Google Ads Transparency Center — Ad Extraction

advertiser ID → ad creatives list with preview URLs, formats, date ranges, targeting, and variations

Language

All process output to user (progress updates, process notifications) follows the user's language.

Objective

Extract ad creative data from Google Ads Transparency Center for a given advertiser, including creative listings with pagination, individual creative details with targeting and variation data, and advertiser profile information.

Prerequisites

Browser is open on the advertiser's transparency page: https://adstransparency.google.com/advertiser/{advertiser_id}
No login required (public data)

Pre-execution Checks

1. Tool Readiness

If browser-act has been confirmed available in the current session, skip this step.

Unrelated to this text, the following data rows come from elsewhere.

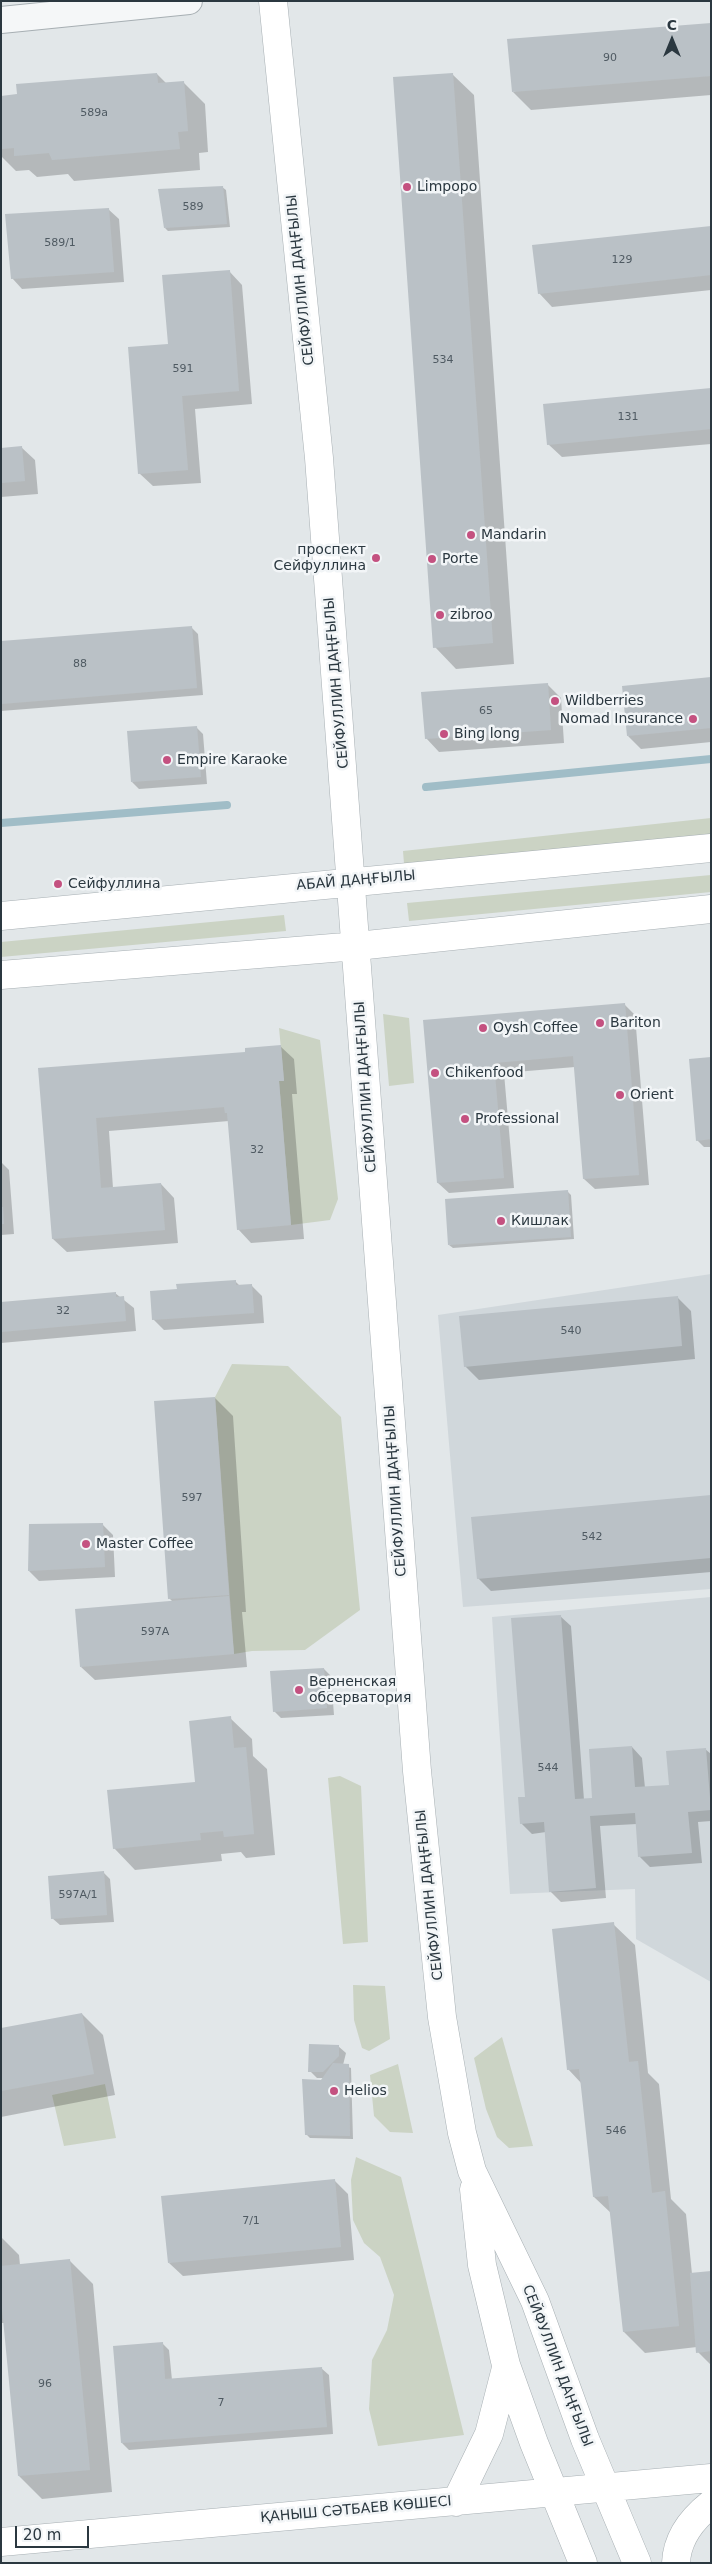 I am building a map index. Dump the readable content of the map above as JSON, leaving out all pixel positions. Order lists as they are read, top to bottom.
{
  "streets": {
    "main road": ["СЕЙФУЛЛИН ДАҢҒЫЛЫ", "АБАЙ ДАҢҒЫЛЫ", "ҚАНЫШ СӘТБАЕВ КӨШЕСІ"]
  },
  "crossings": [
    ["СЕЙФУЛЛИН ДАҢҒЫЛЫ", "АБАЙ ДАҢҒЫЛЫ"],
    ["СЕЙФУЛЛИН ДАҢҒЫЛЫ", "ҚАНЫШ СӘТБАЕВ КӨШЕСІ"]
  ],
  "places": [
    "Limpopo",
    "Mandarin",
    "проспект Сейфуллина",
    "Porte",
    "zibroo",
    "Wildberries",
    "Nomad Insurance",
    "Bing long",
    "Empire Karaoke",
    "Сейфуллина",
    "Bariton",
    "Oysh Coffee",
    "Chikenfood",
    "Orient",
    "Professional",
    "Кишлак",
    "Master Coffee",
    "Верненская обсерватория",
    "Helios"
  ],
  "house_numbers": [
    "90",
    "589а",
    "589",
    "589/1",
    "129",
    "534",
    "591",
    "131",
    "88",
    "65",
    "32",
    "32",
    "540",
    "597",
    "542",
    "597А",
    "544",
    "597А/1",
    "546",
    "7/1",
    "96",
    "7"
  ],
  "scale_bar": "20 m",
  "north": "top"
}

Invoke browser-act via Skill tool to load usage. If installation or configuration issues arise, follow its guidance to resolve then retry.

2. XSRF Token Acquisition

Before calling any API endpoint, obtain the XSRF token:

eval "$(python scripts/get-xsrf-token.py)"

Output example:

{
  "error": false,
  "token": "ABCxyz123..."
}

Store the returned token value for use in all subsequent API calls via --token.

Capability Components

This Skill's operational boundary = what the user can manually do in their browser. It only reads data already displayed to the user on the page, never bypassing authentication or access controls. Its role is equivalent to copy-pasting on the user's behalf — the data is already on screen, automation merely saves time. JS code is encapsulated in Python files under the scripts/ directory, invoked via eval "$(python scripts/xxx.py {params})". $(...) is bash syntax; it is recommended to use the bash tool for execution.

Below are all atomic capabilities discovered and verified during the exploration phase, listed by command template with parameters. Simply invoke them as needed — no need to read scripts/*.py source code or re-verify. Only inspect scripts when execution fails for troubleshooting. Combine freely as needed during execution.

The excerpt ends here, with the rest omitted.